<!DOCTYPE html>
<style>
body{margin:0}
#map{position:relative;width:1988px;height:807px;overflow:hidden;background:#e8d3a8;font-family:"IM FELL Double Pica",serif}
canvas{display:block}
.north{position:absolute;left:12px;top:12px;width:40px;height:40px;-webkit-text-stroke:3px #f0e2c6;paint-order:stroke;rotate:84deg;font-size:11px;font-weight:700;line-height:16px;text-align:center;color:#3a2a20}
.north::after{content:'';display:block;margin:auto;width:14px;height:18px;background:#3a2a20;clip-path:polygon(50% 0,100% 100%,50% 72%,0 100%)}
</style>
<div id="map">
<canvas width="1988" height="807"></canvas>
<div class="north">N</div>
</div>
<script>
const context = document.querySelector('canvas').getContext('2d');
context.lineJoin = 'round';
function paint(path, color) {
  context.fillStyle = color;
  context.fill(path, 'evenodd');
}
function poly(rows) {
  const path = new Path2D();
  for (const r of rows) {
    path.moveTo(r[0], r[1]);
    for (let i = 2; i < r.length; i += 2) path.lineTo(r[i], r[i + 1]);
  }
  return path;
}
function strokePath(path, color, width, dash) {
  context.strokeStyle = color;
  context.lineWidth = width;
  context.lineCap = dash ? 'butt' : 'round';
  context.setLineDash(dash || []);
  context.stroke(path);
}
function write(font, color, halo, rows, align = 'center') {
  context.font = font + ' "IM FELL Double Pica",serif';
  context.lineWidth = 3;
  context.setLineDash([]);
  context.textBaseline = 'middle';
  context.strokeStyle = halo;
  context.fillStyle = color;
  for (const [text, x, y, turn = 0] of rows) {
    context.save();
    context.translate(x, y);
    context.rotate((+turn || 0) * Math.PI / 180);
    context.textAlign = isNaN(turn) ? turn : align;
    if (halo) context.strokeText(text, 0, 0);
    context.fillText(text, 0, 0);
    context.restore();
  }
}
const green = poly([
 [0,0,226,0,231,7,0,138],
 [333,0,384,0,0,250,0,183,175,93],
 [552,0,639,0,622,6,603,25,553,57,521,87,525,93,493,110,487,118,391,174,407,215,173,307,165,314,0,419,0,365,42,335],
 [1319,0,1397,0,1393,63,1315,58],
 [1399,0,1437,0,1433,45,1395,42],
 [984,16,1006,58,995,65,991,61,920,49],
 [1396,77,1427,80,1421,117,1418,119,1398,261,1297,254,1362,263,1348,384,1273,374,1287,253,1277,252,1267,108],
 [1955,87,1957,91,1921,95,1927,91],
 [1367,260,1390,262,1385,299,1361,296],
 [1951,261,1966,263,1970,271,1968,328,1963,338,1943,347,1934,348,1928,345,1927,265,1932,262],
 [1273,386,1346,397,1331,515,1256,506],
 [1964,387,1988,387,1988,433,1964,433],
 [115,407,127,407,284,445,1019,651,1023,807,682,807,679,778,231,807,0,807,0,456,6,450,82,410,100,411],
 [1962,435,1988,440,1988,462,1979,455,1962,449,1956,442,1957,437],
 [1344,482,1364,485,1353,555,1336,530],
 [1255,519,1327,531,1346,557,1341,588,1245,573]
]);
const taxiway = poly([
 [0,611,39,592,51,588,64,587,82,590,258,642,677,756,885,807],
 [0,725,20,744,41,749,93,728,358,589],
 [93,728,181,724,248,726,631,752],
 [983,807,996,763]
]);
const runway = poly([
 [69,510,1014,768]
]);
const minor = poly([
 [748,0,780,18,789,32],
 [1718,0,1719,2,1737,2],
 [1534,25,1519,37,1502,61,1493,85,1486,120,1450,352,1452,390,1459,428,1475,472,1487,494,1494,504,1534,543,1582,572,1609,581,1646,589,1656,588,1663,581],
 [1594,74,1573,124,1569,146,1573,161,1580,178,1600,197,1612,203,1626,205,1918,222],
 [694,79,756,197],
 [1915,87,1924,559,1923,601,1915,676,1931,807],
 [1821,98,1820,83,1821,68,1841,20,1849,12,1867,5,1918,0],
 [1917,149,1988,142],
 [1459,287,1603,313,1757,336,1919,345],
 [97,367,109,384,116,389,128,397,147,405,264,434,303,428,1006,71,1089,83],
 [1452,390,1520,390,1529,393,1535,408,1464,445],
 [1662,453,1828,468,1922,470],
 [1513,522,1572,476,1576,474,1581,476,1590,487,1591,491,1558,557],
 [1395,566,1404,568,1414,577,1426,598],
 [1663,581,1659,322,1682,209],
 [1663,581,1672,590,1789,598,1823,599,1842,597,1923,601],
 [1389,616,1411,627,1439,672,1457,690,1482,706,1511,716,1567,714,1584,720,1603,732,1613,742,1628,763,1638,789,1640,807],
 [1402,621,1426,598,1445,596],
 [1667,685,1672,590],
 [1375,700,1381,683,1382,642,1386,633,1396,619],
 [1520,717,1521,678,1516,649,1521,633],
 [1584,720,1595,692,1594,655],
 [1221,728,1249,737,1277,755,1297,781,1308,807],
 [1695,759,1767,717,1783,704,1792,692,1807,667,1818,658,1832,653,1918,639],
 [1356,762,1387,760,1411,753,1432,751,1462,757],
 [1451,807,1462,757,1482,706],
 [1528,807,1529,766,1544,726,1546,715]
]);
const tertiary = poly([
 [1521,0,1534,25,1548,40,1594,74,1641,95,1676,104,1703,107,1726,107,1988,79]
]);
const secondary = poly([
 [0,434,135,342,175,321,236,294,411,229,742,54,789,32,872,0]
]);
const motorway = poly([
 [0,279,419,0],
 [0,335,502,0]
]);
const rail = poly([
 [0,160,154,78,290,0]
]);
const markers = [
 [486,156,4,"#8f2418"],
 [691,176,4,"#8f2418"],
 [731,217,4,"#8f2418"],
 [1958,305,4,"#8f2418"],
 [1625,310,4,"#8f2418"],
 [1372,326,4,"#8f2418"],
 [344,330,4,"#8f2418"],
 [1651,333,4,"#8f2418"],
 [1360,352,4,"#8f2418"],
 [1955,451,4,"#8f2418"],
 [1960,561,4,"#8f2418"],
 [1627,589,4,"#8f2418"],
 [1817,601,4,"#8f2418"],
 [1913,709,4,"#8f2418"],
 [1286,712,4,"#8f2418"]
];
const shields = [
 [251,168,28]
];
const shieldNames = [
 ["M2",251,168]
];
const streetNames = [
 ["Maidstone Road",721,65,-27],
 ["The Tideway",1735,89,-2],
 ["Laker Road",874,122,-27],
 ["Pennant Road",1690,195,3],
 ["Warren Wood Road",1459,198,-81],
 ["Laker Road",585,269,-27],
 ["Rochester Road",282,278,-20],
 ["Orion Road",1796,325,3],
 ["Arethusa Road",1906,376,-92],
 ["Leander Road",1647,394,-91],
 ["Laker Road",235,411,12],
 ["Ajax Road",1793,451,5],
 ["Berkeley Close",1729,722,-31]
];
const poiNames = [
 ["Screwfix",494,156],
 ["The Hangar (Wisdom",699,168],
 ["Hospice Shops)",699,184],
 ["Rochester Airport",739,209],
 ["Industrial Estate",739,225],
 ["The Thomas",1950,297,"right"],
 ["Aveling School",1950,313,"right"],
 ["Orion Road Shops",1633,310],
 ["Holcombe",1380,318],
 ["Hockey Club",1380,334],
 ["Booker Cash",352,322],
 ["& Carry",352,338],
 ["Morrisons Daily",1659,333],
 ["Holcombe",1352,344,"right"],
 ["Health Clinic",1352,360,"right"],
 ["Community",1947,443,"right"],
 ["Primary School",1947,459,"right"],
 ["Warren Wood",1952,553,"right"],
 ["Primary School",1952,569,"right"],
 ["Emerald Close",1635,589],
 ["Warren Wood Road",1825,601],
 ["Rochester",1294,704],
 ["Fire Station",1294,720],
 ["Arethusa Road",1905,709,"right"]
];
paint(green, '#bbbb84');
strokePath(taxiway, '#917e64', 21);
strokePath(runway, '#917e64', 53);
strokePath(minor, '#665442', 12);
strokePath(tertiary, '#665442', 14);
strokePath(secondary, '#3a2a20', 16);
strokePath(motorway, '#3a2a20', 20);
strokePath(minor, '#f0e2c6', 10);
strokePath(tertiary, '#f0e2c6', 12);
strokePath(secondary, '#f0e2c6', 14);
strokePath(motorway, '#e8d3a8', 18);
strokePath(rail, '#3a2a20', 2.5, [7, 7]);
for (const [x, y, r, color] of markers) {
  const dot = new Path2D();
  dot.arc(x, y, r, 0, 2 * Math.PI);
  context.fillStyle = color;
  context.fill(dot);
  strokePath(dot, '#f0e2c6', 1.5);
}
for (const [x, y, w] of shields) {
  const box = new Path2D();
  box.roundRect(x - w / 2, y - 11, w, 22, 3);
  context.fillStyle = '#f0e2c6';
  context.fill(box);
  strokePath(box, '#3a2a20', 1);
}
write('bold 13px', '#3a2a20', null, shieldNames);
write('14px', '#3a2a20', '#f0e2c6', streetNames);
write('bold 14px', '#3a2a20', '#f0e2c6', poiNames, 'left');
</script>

* * *

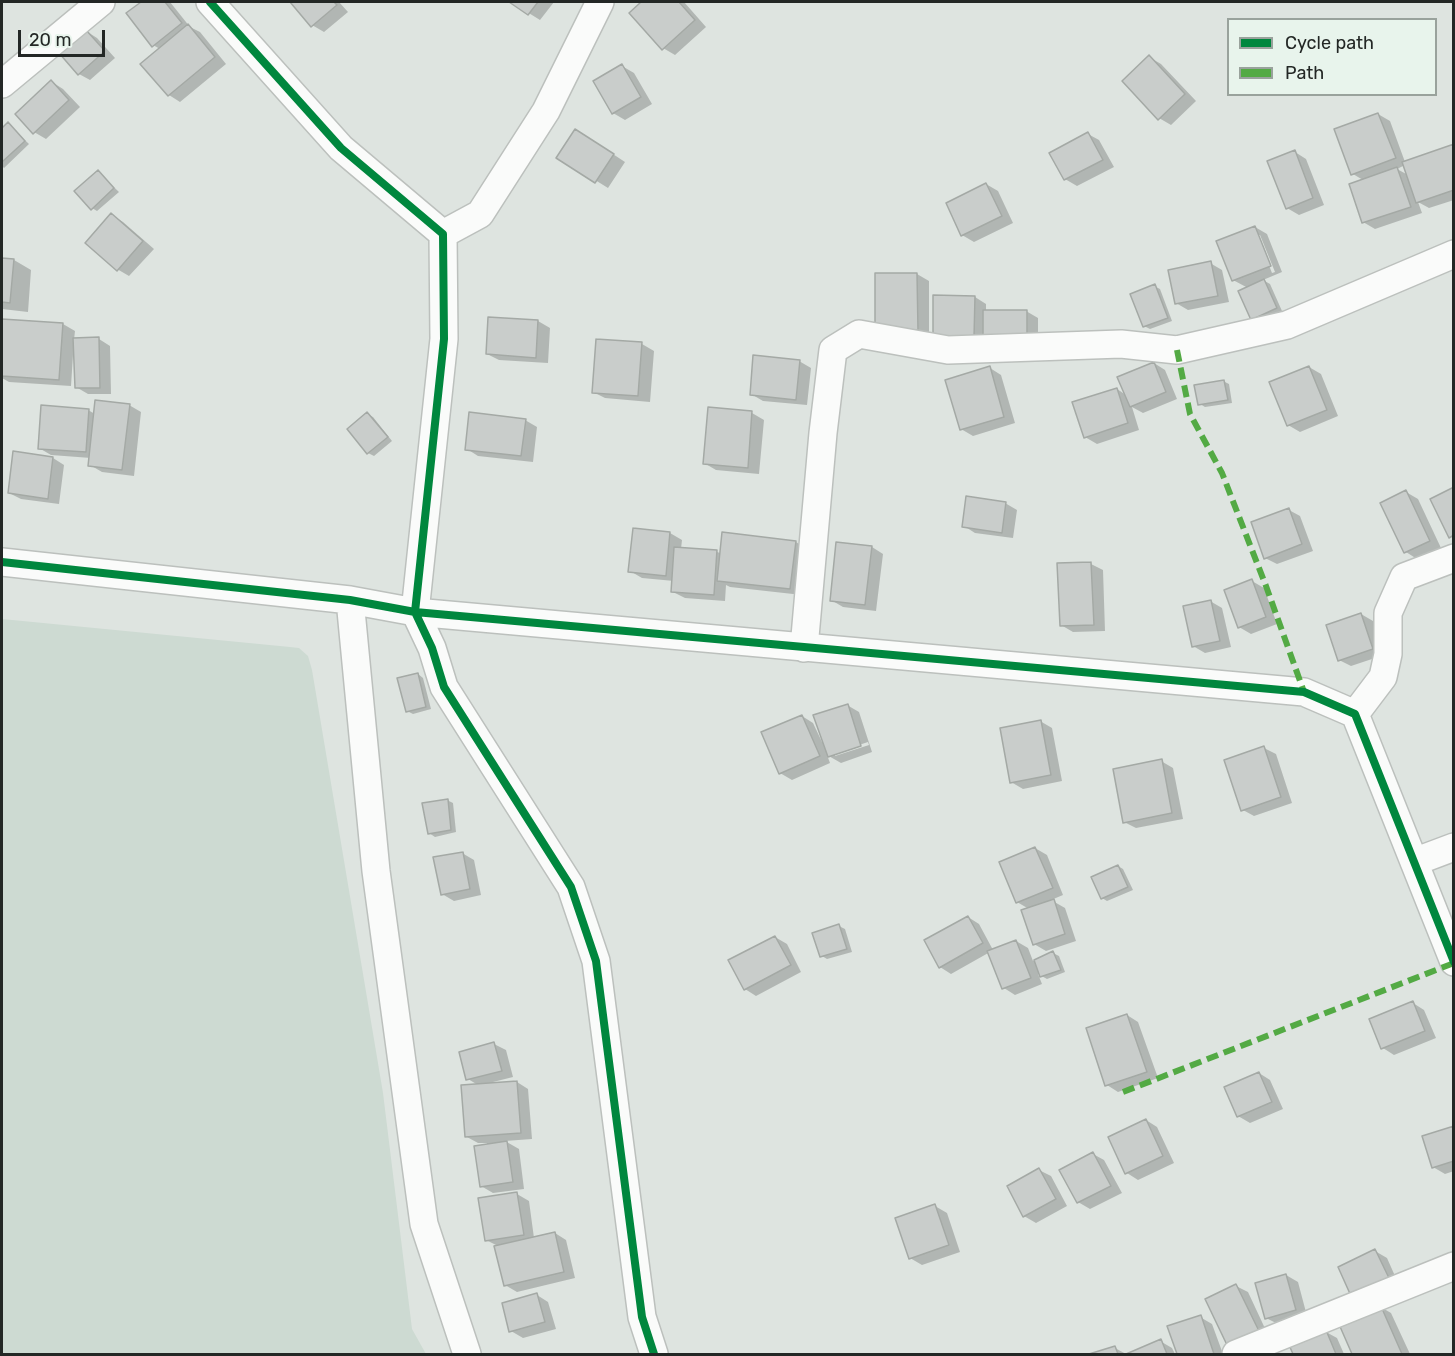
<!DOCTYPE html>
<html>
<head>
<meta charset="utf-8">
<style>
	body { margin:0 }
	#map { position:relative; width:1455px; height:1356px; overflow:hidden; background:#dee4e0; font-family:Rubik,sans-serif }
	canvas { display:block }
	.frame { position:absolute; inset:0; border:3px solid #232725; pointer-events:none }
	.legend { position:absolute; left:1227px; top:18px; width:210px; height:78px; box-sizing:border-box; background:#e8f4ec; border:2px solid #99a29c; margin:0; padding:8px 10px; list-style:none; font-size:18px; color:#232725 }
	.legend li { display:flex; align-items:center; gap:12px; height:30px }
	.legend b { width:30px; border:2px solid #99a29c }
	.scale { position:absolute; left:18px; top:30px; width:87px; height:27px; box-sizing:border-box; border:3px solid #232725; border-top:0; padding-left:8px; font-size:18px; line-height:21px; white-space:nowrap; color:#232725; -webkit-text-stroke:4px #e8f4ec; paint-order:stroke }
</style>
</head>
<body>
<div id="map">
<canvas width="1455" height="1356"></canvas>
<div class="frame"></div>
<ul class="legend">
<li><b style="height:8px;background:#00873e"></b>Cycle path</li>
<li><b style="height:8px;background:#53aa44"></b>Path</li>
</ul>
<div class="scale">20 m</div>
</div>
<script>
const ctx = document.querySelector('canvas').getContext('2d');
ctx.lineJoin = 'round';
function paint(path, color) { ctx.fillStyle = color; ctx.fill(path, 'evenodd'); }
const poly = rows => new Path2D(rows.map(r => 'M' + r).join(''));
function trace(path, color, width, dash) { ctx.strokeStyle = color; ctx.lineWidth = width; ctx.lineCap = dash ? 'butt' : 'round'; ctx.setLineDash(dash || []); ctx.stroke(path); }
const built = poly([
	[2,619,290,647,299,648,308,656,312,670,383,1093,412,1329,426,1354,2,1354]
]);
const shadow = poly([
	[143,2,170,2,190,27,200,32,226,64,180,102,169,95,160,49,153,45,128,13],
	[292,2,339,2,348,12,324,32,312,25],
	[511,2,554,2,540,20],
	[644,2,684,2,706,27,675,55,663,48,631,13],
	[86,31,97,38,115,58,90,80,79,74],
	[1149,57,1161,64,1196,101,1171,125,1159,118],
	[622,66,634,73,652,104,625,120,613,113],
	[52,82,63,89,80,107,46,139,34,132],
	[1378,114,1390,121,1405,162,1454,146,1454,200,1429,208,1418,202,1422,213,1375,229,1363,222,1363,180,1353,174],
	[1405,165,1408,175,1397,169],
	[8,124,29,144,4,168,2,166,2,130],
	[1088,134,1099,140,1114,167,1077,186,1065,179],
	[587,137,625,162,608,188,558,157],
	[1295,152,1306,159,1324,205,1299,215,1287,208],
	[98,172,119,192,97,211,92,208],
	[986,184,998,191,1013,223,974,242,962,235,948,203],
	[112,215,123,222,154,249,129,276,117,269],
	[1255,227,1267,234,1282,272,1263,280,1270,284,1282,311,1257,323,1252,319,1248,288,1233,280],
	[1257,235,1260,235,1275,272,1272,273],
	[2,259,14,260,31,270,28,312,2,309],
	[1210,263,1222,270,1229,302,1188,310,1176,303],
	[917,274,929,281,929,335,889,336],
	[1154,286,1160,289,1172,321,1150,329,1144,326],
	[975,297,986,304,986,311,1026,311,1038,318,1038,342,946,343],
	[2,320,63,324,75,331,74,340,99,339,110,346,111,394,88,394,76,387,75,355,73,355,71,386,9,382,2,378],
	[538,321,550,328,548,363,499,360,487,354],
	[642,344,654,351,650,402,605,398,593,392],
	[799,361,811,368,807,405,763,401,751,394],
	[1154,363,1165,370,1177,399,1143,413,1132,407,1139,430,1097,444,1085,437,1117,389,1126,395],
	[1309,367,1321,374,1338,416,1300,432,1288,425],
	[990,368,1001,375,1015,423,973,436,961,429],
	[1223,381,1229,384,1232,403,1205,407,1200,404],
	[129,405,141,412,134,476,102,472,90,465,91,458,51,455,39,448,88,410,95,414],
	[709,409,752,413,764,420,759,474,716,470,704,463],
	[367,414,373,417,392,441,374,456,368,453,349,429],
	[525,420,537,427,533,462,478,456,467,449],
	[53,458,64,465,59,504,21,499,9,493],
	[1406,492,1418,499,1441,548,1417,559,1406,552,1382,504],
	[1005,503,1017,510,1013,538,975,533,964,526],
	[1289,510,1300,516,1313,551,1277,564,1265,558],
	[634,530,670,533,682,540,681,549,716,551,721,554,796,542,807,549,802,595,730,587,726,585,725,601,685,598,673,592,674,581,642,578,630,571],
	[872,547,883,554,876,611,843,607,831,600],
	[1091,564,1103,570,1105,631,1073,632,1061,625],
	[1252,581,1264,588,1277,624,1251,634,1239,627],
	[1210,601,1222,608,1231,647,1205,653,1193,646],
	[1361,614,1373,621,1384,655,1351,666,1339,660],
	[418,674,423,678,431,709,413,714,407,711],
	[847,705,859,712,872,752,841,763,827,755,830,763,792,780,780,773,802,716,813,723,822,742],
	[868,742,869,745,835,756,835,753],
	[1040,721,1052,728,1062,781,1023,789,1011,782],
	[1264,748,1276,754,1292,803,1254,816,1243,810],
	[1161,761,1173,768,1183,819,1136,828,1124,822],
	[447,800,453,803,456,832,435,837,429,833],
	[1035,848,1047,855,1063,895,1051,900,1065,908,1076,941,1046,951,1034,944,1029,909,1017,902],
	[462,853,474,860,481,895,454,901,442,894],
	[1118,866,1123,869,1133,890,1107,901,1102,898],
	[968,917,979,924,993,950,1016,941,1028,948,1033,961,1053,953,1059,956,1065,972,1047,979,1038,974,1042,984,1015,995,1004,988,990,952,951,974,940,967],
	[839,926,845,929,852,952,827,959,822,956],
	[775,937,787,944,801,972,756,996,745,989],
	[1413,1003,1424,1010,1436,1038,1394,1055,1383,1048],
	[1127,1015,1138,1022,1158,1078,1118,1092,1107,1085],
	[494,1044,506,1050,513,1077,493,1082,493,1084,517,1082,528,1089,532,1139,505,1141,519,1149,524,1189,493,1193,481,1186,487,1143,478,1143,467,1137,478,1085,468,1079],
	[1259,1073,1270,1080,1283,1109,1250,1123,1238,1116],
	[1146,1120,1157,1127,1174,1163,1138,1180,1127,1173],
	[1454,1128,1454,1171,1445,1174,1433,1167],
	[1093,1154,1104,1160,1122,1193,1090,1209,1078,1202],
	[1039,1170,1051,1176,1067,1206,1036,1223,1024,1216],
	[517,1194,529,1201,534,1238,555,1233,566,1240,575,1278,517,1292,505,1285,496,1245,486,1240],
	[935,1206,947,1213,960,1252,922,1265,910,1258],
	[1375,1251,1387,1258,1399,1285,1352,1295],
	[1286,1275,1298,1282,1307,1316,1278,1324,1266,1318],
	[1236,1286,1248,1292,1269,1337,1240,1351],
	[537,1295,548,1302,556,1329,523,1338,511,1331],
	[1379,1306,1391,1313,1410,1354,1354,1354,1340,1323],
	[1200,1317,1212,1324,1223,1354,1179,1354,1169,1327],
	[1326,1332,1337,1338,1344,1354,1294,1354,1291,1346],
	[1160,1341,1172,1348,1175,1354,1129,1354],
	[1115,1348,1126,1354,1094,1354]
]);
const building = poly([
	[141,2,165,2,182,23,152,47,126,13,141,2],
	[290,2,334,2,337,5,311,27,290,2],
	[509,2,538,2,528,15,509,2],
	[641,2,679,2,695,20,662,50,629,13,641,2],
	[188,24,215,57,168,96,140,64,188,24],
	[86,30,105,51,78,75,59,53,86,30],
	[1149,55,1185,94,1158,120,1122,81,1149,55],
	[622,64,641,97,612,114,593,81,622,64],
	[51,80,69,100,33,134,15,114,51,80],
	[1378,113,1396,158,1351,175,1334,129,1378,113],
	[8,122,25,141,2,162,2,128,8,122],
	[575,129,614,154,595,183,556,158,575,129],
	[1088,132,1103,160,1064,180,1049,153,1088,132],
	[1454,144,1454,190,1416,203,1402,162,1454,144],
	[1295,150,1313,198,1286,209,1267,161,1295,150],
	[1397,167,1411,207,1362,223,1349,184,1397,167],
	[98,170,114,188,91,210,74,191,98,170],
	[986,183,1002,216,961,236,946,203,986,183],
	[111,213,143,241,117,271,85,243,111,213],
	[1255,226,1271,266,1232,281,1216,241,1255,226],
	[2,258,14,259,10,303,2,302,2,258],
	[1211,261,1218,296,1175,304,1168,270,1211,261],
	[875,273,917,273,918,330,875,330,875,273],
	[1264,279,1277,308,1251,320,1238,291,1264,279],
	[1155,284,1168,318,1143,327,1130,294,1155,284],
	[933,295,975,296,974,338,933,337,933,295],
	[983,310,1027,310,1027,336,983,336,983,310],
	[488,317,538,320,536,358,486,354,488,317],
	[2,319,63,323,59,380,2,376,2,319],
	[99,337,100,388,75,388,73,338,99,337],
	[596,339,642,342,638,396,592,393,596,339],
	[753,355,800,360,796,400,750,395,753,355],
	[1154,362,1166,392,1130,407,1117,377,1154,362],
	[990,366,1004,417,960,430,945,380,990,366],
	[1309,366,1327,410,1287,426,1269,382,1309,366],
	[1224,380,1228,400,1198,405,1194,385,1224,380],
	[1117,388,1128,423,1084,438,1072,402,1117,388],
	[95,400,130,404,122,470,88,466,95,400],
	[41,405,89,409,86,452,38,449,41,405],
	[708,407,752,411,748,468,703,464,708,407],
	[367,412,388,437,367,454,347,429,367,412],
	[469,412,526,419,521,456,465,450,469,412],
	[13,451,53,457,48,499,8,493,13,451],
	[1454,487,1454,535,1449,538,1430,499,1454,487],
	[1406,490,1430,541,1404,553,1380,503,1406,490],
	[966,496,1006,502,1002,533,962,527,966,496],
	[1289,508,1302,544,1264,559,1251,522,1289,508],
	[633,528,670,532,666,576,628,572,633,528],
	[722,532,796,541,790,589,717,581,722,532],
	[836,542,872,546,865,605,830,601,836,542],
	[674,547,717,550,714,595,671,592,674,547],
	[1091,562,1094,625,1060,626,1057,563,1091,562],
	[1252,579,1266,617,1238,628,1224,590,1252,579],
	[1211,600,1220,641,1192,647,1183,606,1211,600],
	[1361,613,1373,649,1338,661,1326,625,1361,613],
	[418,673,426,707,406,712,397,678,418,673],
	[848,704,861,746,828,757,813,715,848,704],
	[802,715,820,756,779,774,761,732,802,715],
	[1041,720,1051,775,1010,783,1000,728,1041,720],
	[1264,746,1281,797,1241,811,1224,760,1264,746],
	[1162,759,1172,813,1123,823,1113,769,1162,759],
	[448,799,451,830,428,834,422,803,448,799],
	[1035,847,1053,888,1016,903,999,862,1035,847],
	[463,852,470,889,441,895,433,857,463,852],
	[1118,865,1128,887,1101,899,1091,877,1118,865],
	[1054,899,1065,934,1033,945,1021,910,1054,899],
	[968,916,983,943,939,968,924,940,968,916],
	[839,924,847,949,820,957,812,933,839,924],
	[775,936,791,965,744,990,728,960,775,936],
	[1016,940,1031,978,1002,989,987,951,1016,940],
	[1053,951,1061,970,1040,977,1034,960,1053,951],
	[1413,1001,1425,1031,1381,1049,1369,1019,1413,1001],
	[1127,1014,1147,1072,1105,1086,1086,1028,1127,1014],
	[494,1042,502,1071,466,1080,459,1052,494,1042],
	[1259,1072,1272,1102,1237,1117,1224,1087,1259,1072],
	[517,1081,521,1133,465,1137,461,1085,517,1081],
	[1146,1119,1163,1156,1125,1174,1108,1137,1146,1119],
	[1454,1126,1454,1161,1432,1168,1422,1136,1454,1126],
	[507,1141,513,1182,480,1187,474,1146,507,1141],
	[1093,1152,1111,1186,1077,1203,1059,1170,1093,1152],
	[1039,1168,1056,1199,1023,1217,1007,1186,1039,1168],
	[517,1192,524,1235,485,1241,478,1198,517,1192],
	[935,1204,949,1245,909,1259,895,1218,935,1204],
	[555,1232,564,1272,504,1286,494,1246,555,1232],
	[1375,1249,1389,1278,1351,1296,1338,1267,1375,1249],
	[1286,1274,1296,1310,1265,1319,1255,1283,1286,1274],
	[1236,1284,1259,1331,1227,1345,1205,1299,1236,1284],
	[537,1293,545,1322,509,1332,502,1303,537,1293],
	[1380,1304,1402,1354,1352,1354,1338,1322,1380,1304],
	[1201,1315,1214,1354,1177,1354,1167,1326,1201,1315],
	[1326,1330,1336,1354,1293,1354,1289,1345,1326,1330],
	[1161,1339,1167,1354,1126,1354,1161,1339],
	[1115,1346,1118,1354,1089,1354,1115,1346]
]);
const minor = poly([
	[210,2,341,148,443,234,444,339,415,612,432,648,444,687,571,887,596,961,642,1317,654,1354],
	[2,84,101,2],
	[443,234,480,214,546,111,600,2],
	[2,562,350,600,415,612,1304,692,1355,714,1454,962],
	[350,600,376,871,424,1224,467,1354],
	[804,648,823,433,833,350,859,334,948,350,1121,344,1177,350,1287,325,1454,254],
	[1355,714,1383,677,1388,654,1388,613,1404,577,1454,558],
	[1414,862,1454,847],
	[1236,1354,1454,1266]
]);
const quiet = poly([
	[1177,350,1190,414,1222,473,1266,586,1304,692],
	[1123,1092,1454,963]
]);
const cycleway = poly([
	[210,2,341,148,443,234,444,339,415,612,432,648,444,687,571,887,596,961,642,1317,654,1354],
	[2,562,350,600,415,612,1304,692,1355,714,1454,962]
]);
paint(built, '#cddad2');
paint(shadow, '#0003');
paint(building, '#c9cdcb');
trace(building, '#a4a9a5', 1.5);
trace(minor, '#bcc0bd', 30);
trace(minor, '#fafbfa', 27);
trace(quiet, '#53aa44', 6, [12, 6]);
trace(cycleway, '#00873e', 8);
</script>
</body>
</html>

_ABOUT THIS EXERCISE:_ Write out, from the lines above, only those from the line with "for (const [text, x, y, turn" to the line with "context.fillText(text, 0, 0);", exactly as given, including the first and the last.

_YOUR SOLUTION:_
  for (const [text, x, y, turn = 0] of rows) {
    context.save();
    context.translate(x, y);
    context.rotate((+turn || 0) * Math.PI / 180);
    context.textAlign = isNaN(turn) ? turn : align;
    if (halo) context.strokeText(text, 0, 0);
    context.fillText(text, 0, 0);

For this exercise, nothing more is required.